PitchBook made a 2024 ranking of VC Ecosystem of 50 global cities sourced from their own database. It is based on the size and maturity of the start-up networks in the cities.

Other Highlights:

On overall 'Development Scores', the top three are San Francisco, New York, and Beijing. Singapore lies at 14th with Hongkong at 26th.

Singapore ranks 2nd in terms of 'Growth score'. The Chinese city of Hefei ranks #1 with a score of 86.5 compared to Singapore's 74.8.

Based on 'Development Scores', these top 50 cities are distributed across 12 countries:

20
   US
1
   Brazil
11
   China
1
   Hongkong
6
   EU
1
   Israel
3
   Canada
1
   Japan
3
   India
1
   Seoul
1
   Australia
1
   Singapore

On the rivalry between US and China, the Chinese are still far behind. The US had capital raised of $873b and deal count of 55,023 compared to China's $476b and 32,914 respectively.

The 3 IT centres of India are Mumbai, Bengalaru and Gurugram. Most of our CECA tech foreign talents are likely from these cities.

Details of the top 14 cities are show in the table below. Singapore's position for each measurement factor is also shown.

(Development and Growth scores are based on data related to deals, exits, fundraising and other factors from the last six years.)
The government had set its sight on building Singapore as a high-end technology Hub as an important engine of growth and betting on technological advancements to spur innovation. The rankings is testament to policy success and Singapore's high 'Growth Score' points to a positive future for the sector.

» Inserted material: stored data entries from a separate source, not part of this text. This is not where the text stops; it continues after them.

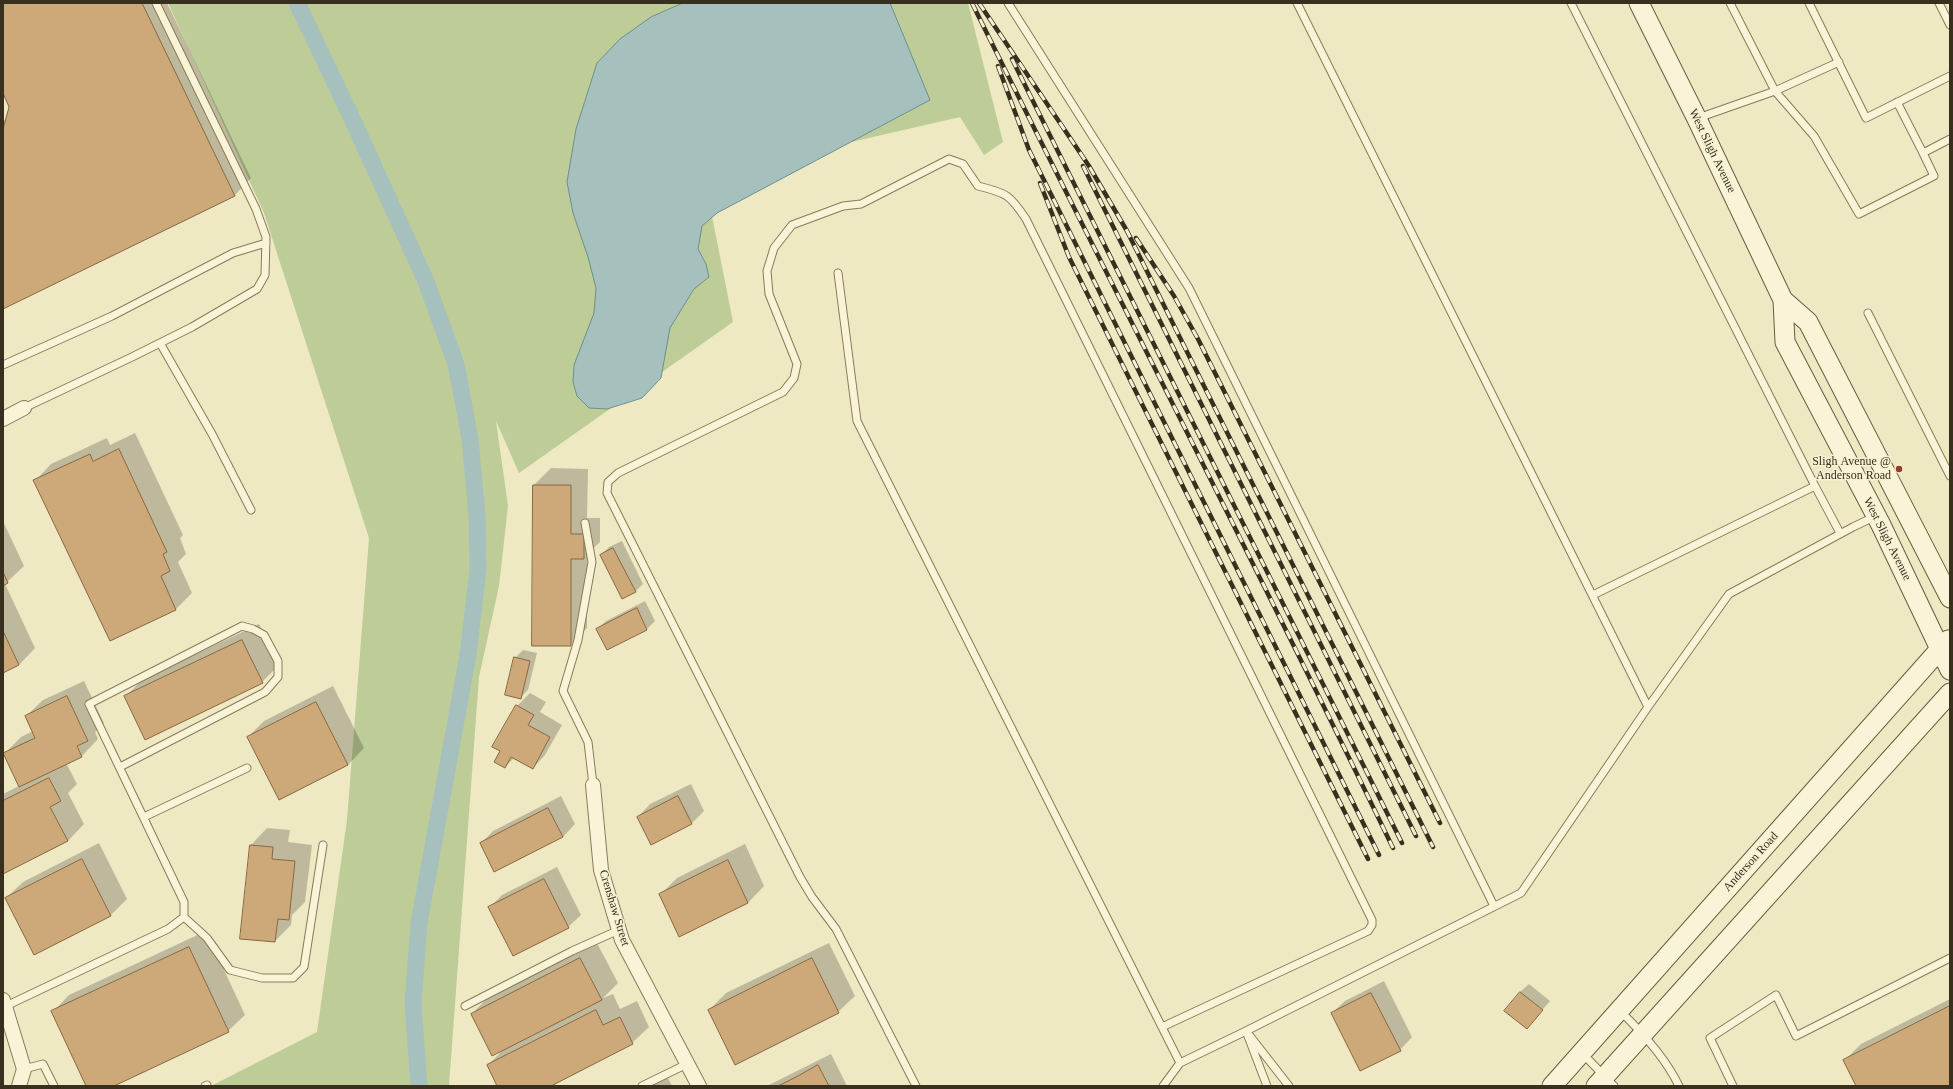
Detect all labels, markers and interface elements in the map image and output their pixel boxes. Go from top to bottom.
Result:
street label: West Sligh Avenue [1685,107,1739,195]
place label: Sligh Avenue @ Anderson Road [1812,455,1891,483]
marker: Sligh Avenue @ Anderson Road [1894,464,1904,474]
street label: West Sligh Avenue [1860,495,1914,583]
street label: Anderson Road [1721,829,1781,895]
street label: Crenshaw Street [596,868,632,948]

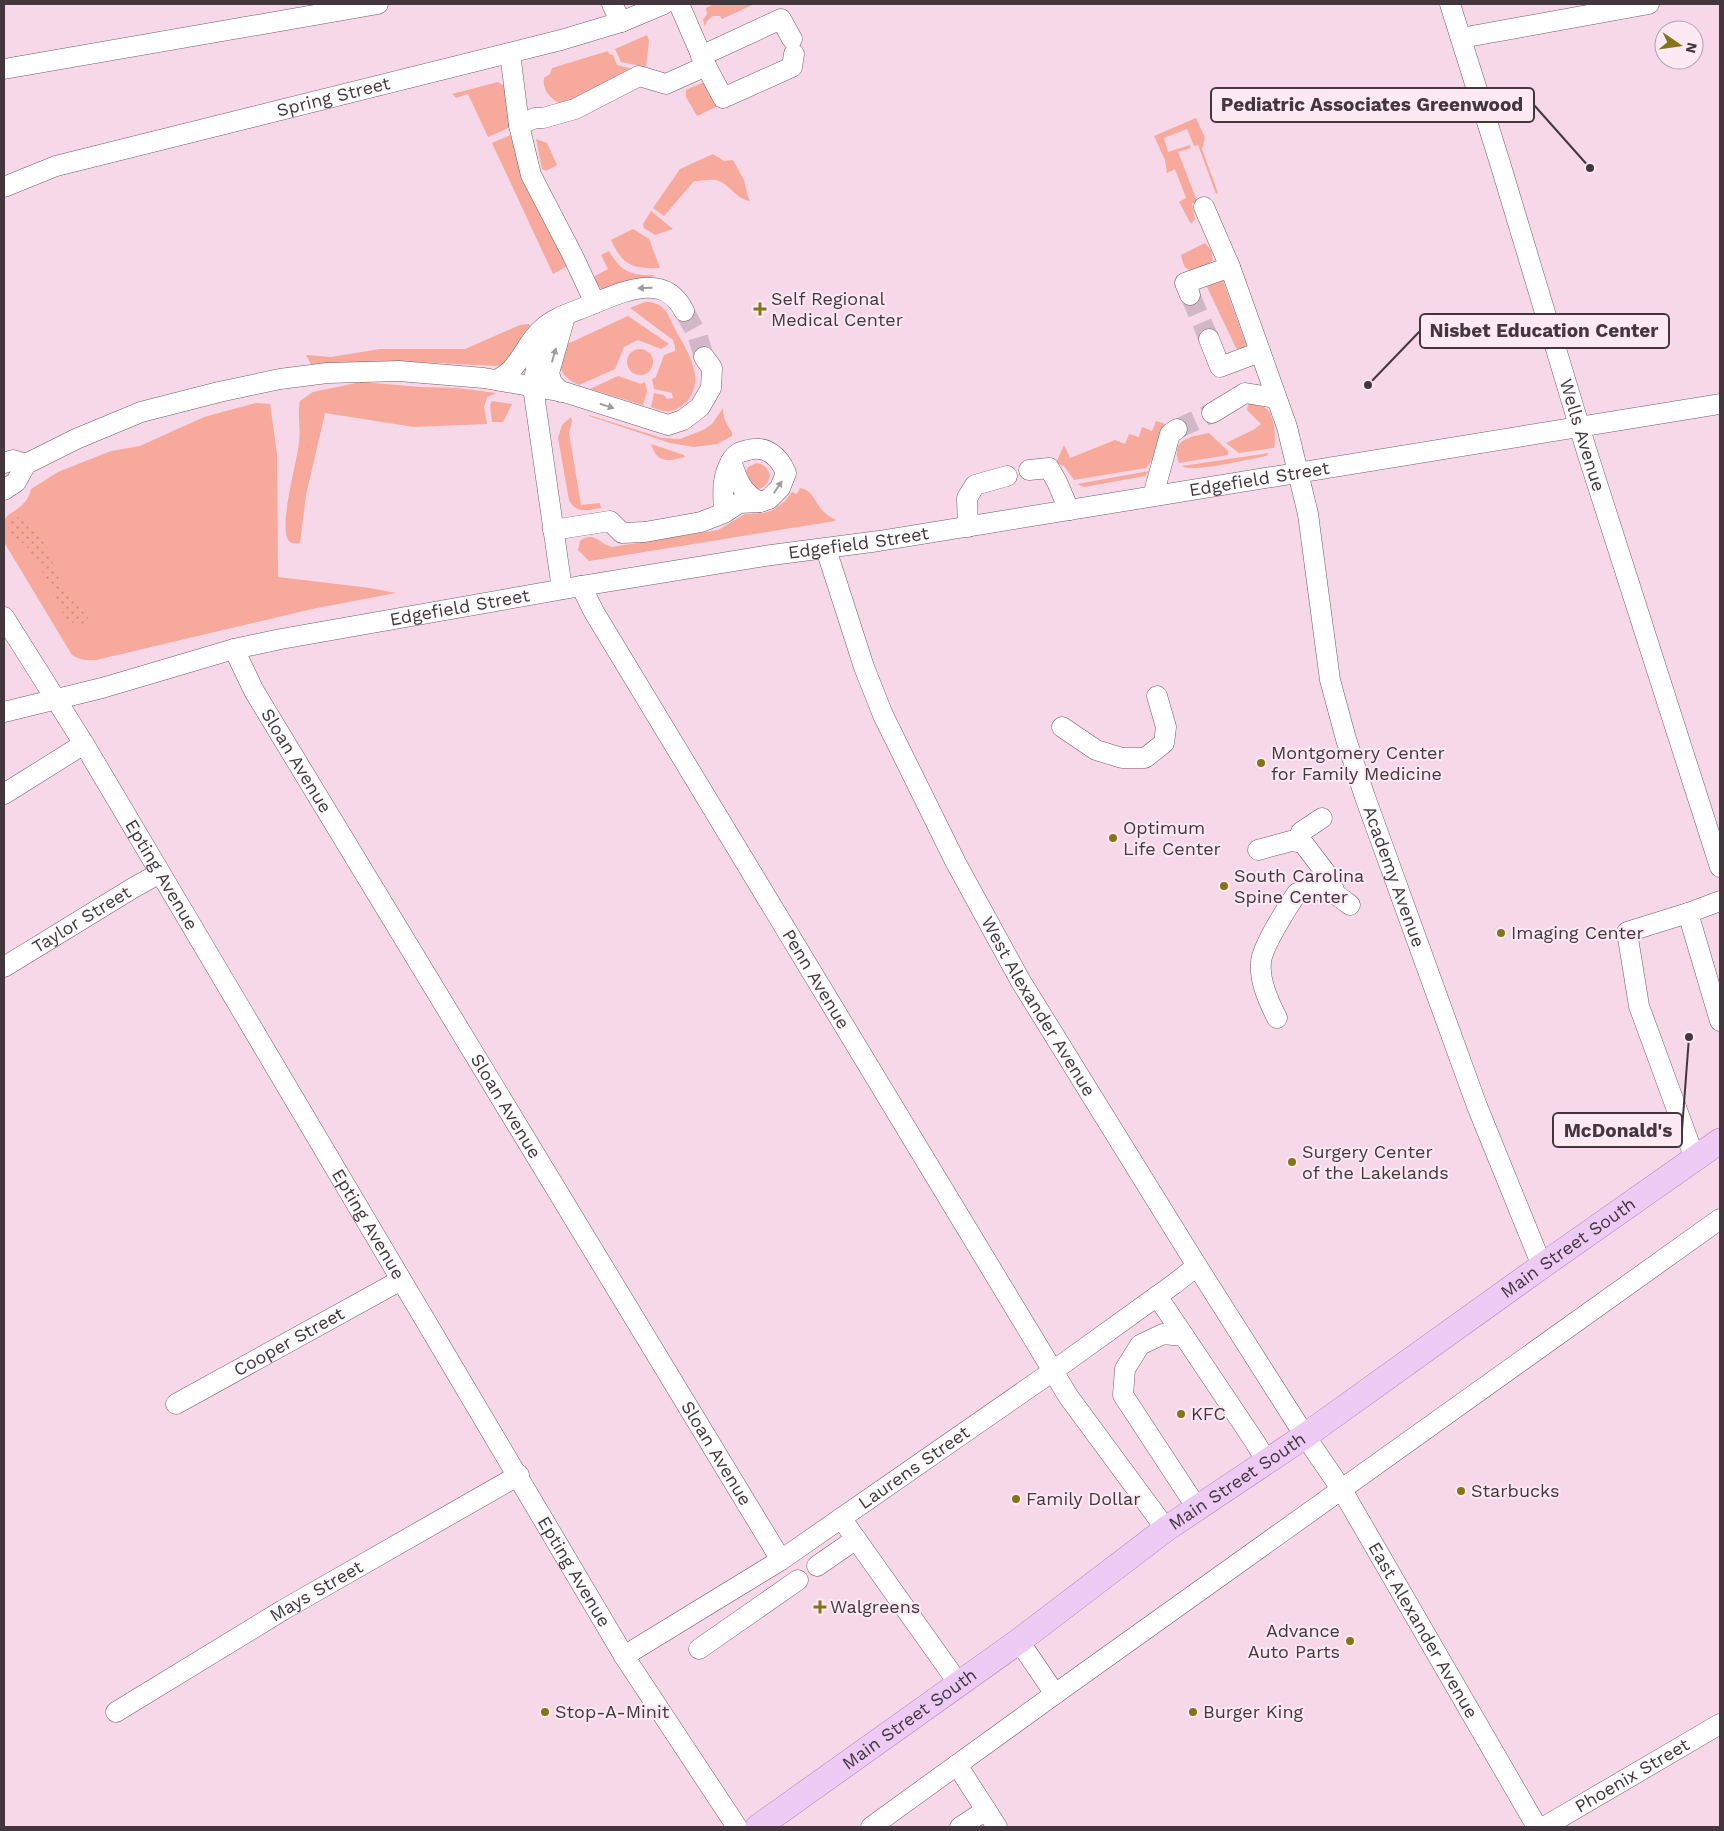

Nurturing a start-up ecosystem requires heavy investments in hardware and software infrastructures. State of the art communication capability is a must, thus the rush to 5G - the optic of being first mover matters. We want to be seen as first adopters of all things in the tech world. We are the first country to approve cell-cultured chicken. We need to have the legislation necessary for the new digital era - laws on e-contracts, protection for intellectual properties, cell-cultured food, etc. We need to make the island a socially bustling metropolitan that is a livable place for an international workforce. Taylor Swift tour is just a part and parcel of all this. What is also needed is an extremely business-friendly government and of course easy foreign labor visa regulations.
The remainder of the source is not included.